:: RECORDS FOR THE EXERCISE ::
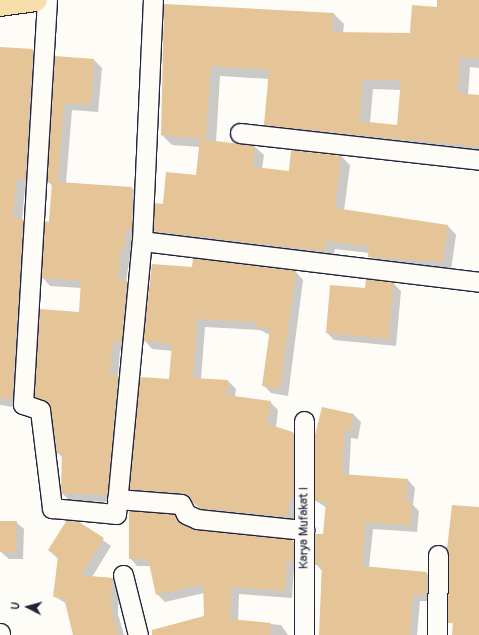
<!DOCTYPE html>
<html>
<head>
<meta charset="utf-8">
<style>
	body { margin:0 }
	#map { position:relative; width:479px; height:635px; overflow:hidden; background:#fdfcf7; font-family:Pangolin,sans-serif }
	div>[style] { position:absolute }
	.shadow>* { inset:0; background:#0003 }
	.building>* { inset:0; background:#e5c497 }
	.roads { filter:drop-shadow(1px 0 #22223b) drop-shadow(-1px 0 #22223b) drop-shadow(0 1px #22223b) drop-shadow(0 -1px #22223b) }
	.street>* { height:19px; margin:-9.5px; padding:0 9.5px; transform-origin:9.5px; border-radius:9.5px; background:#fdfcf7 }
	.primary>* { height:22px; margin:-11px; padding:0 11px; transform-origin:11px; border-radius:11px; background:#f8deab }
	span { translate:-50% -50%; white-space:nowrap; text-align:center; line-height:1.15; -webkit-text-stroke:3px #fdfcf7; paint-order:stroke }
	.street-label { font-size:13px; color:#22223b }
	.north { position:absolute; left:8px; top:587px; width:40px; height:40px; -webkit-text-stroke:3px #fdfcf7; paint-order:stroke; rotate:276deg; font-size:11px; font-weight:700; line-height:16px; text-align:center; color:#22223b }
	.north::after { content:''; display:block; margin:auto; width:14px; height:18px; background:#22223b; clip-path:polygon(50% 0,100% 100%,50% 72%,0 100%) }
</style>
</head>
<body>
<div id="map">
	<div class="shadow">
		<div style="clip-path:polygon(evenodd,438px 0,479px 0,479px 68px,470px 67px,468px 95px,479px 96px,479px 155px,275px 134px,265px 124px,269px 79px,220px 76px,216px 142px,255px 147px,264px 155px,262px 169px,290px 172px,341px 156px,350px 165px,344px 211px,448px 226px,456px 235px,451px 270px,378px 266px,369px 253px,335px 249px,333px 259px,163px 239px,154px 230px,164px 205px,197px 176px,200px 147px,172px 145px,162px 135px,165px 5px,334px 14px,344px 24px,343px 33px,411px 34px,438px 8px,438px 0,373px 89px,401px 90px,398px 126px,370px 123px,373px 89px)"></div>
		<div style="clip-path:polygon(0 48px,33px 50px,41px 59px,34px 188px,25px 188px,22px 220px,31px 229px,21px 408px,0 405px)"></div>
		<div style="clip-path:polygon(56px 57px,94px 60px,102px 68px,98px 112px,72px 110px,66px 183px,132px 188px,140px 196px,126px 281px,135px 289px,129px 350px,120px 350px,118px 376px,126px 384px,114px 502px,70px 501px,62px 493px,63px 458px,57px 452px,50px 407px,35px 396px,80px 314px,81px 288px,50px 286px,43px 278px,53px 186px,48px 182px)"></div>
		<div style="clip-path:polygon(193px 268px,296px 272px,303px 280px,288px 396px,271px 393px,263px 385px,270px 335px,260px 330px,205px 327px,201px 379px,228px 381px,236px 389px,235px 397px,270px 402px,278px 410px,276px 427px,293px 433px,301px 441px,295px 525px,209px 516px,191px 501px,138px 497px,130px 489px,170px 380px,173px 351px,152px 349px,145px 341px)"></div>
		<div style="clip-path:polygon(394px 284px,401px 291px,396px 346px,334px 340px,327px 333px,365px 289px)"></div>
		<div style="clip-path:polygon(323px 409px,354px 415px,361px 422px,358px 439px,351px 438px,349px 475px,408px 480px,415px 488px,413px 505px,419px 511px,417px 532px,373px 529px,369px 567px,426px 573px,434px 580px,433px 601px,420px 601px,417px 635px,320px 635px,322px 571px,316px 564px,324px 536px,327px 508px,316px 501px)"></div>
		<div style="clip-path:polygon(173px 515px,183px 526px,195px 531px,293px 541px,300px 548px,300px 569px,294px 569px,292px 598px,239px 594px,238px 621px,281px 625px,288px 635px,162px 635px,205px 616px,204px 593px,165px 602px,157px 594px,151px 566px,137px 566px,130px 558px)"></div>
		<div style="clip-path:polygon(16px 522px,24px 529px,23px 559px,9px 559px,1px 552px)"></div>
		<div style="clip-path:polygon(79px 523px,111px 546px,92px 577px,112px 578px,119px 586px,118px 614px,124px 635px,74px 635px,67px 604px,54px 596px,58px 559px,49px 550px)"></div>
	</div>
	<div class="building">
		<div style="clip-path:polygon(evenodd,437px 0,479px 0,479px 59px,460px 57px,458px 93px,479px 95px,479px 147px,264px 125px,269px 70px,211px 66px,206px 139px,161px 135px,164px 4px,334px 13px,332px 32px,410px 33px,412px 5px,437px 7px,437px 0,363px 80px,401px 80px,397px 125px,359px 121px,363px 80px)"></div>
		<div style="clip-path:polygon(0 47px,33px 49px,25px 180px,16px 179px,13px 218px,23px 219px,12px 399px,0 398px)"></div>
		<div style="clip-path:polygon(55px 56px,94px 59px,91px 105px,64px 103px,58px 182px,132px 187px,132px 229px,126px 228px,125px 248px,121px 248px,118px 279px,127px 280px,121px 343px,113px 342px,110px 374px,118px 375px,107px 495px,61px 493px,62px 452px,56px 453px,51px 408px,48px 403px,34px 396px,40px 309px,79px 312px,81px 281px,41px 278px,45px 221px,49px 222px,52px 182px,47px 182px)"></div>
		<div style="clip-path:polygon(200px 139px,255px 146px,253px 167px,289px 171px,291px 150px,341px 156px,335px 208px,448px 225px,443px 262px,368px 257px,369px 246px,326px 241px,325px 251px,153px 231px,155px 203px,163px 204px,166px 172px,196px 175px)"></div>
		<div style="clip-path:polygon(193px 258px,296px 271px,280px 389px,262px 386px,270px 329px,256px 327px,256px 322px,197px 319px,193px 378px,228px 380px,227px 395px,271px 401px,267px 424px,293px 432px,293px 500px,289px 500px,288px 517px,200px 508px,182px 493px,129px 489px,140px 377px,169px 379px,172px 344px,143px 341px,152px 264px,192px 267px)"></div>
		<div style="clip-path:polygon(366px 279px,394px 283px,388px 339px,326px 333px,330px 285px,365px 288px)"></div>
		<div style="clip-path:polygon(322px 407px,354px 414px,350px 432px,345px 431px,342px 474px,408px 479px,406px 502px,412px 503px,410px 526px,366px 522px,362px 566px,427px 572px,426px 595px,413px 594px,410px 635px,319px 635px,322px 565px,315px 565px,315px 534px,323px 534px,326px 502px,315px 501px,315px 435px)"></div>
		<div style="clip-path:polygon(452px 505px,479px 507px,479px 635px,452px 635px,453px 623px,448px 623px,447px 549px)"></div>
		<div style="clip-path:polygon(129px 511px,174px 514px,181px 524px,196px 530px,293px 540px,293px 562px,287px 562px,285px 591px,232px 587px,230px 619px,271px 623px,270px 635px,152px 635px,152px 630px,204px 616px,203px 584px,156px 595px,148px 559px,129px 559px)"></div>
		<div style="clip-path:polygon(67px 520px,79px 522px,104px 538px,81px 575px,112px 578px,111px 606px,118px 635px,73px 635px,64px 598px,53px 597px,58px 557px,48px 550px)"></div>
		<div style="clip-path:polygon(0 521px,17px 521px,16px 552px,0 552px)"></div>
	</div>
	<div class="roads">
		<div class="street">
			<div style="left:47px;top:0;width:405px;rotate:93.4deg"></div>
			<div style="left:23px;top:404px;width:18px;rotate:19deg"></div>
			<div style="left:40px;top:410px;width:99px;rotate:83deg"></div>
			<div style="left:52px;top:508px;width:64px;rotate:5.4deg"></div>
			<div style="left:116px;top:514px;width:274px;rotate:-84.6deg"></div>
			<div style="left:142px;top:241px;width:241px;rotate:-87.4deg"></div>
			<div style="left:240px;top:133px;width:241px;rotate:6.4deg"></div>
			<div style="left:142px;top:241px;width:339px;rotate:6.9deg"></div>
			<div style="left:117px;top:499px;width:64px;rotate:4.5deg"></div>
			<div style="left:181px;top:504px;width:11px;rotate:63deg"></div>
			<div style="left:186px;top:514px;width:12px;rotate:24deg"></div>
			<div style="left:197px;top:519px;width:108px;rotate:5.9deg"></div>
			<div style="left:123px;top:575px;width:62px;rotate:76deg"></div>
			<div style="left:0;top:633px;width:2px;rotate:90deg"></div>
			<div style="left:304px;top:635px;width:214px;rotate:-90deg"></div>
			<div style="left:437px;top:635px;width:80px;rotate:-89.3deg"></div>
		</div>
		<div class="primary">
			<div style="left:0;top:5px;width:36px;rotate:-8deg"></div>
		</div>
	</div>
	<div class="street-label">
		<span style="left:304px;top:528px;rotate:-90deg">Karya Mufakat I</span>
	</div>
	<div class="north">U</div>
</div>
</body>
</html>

:: WHAT YOU NEED TO DO ::
Copy, word for word, the entries above from the first line to the line that holds "position:relative; width:479px; height:635px;". Drop the pictures.

:: OUTPUT FOR THIS EXERCISE ::
<!DOCTYPE html>
<html>
<head>
<meta charset="utf-8">
<style>
	body { margin:0 }
	#map { position:relative; width:479px; height:635px; overflow:hidden; background:#fdfcf7; font-family:Pangolin,sans-serif }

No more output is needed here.